(Collected data entries)
········

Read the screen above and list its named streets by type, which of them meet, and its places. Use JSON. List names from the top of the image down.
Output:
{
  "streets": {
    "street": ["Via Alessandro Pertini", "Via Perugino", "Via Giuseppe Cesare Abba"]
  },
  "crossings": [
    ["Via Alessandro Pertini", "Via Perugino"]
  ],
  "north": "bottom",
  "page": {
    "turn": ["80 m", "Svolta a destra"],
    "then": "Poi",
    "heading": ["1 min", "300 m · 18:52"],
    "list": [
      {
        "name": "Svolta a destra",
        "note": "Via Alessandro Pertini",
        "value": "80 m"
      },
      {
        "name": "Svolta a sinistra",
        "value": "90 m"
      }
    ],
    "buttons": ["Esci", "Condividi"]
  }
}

········

● WHAT TO DO
Nothing in the entries above should differ when you return them in full.

● REPLY TO THE TASK
Read the screen above and list its named streets by type, which of them meet, and its places. Use JSON. List names from the top of the image down.
Output:
{
  "streets": {
    "street": ["Via Alessandro Pertini", "Via Perugino", "Via Giuseppe Cesare Abba"]
  },
  "crossings": [
    ["Via Alessandro Pertini", "Via Perugino"]
  ],
  "north": "bottom",
  "page": {
    "turn": ["80 m", "Svolta a destra"],
    "then": "Poi",
    "heading": ["1 min", "300 m · 18:52"],
    "list": [
      {
        "name": "Svolta a destra",
        "note": "Via Alessandro Pertini",
        "value": "80 m"
      },
      {
        "name": "Svolta a sinistra",
        "value": "90 m"
      }
    ],
    "buttons": ["Esci", "Condividi"]
  }
}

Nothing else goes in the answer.